==== Data shown ====

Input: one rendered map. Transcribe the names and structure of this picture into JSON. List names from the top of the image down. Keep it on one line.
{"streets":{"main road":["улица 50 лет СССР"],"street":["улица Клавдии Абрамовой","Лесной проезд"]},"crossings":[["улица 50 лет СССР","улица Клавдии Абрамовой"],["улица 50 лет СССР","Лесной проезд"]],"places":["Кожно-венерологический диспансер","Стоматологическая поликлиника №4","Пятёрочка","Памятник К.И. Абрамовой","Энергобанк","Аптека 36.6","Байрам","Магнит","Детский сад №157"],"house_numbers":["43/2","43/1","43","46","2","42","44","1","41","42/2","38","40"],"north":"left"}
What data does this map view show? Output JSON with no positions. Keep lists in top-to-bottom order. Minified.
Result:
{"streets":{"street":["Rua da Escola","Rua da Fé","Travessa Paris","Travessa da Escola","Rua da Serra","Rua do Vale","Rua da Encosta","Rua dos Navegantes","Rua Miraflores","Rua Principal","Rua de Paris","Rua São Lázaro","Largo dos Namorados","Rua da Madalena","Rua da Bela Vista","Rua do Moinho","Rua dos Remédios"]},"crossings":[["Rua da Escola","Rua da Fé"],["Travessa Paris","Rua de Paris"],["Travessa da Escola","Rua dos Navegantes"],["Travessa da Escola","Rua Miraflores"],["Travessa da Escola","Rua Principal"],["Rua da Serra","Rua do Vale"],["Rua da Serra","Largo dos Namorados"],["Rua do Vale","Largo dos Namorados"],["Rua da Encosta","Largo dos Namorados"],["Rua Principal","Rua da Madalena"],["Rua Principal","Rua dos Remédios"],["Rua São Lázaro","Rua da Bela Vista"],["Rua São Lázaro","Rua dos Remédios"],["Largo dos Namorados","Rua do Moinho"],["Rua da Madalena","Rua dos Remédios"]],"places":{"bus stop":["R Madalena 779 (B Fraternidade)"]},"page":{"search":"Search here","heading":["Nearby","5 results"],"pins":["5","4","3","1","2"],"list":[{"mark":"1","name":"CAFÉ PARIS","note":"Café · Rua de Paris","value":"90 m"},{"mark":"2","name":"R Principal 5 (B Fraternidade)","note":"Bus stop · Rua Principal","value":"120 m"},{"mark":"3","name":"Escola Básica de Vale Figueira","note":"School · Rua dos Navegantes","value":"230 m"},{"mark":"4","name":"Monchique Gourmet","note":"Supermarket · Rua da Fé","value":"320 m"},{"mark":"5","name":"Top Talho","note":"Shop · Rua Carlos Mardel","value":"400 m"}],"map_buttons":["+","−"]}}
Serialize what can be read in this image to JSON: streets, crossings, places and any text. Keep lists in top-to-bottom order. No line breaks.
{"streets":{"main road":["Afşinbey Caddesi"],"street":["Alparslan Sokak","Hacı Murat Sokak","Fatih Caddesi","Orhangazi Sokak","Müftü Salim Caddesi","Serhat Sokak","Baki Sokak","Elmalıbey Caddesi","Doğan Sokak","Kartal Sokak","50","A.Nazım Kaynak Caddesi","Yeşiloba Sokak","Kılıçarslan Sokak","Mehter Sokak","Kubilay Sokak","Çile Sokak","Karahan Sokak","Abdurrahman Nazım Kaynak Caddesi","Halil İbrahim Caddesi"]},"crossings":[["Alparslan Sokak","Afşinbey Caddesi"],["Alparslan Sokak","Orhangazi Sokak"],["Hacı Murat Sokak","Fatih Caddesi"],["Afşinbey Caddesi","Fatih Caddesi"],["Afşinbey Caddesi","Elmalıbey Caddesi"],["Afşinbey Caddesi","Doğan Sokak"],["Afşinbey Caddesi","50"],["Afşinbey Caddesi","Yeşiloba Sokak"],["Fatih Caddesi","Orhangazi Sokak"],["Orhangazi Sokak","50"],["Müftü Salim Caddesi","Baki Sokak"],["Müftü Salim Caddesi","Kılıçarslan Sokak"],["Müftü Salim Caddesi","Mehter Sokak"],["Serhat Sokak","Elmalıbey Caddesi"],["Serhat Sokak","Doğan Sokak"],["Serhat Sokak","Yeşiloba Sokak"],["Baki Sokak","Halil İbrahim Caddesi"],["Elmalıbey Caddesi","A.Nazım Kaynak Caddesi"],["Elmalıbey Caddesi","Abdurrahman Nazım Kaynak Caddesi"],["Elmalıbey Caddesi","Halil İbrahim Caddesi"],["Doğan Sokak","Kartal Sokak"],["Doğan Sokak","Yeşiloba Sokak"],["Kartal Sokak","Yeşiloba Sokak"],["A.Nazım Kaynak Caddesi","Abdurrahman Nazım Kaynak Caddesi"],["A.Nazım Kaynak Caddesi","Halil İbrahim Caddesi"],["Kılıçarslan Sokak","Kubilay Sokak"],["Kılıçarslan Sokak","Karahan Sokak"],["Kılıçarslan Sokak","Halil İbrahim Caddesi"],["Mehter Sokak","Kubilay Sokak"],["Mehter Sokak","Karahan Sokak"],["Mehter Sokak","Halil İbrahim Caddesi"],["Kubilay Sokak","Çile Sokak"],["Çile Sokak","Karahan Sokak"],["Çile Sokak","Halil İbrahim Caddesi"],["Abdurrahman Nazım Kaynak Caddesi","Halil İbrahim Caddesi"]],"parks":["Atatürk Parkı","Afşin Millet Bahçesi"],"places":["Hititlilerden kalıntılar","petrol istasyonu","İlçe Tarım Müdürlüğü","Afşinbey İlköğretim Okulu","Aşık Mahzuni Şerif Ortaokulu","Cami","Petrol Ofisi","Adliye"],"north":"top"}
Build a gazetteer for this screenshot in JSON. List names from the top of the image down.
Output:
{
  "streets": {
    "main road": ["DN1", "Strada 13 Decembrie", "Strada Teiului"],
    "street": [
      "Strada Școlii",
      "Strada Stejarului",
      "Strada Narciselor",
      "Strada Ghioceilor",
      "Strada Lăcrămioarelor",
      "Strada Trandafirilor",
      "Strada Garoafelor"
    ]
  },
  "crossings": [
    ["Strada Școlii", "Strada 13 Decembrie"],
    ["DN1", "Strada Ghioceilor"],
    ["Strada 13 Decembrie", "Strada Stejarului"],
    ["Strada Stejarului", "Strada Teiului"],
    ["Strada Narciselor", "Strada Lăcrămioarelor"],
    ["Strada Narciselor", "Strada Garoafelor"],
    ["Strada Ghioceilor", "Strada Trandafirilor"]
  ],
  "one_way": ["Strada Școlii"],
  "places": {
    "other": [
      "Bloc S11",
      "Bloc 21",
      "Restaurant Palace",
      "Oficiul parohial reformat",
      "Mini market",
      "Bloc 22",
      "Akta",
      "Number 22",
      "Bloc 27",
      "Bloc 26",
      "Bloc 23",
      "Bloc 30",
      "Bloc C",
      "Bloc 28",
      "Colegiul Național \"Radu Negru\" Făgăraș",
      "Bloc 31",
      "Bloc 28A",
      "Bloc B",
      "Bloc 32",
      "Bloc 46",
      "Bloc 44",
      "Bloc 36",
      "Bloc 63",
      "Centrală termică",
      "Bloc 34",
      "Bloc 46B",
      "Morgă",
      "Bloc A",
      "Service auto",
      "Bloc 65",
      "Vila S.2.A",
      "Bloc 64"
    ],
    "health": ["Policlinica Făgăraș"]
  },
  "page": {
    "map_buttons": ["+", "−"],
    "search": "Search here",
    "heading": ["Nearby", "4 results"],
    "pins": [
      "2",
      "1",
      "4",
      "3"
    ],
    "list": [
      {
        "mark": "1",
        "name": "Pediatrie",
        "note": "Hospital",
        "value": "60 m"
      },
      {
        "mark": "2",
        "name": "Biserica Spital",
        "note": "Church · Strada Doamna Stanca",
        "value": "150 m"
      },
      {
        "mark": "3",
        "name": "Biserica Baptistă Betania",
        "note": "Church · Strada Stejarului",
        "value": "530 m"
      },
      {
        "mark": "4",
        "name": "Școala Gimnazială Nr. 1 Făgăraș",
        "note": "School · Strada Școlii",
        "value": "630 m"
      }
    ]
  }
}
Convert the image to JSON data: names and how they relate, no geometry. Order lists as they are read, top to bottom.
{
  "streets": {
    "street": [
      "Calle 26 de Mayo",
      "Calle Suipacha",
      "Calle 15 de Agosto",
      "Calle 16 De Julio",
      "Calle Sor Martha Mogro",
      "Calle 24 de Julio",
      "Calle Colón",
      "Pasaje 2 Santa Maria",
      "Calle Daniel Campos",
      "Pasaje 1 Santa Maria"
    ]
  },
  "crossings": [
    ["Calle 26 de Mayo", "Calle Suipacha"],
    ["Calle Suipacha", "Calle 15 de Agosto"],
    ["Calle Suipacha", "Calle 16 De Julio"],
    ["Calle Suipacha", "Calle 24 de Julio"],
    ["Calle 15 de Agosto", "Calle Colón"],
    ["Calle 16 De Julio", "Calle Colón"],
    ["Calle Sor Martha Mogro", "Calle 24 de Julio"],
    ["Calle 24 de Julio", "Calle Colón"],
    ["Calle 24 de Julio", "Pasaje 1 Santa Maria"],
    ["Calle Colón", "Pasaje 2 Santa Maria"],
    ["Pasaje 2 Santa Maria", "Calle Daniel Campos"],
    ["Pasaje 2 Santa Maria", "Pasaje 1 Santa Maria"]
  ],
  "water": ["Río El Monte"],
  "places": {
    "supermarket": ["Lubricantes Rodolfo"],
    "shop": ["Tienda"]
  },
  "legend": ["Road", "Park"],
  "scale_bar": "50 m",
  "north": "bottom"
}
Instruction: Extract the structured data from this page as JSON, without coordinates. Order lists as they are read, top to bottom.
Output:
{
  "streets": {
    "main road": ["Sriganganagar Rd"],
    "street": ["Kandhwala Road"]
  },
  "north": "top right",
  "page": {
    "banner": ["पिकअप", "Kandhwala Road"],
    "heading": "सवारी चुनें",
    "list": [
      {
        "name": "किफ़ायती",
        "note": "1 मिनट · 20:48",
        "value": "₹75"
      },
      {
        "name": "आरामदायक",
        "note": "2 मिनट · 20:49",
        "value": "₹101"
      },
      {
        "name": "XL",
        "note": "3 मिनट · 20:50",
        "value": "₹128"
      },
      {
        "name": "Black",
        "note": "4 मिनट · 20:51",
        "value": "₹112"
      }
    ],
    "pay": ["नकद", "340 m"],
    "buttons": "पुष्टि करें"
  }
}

====

**Your task**
All lines from the one containing "Instruction: Extract the" through the final line of the records above are to be set down exactly, and no other line is to appear.

**Solved exercise**
Instruction: Extract the structured data from this page as JSON, without coordinates. Order lists as they are read, top to bottom.
Output:
{
  "streets": {
    "main road": ["Sriganganagar Rd"],
    "street": ["Kandhwala Road"]
  },
  "north": "top right",
  "page": {
    "banner": ["पिकअप", "Kandhwala Road"],
    "heading": "सवारी चुनें",
    "list": [
      {
        "name": "किफ़ायती",
        "note": "1 मिनट · 20:48",
        "value": "₹75"
      },
      {
        "name": "आरामदायक",
        "note": "2 मिनट · 20:49",
        "value": "₹101"
      },
      {
        "name": "XL",
        "note": "3 मिनट · 20:50",
        "value": "₹128"
      },
      {
        "name": "Black",
        "note": "4 मिनट · 20:51",
        "value": "₹112"
      }
    ],
    "pay": ["नकद", "340 m"],
    "buttons": "पुष्टि करें"
  }
}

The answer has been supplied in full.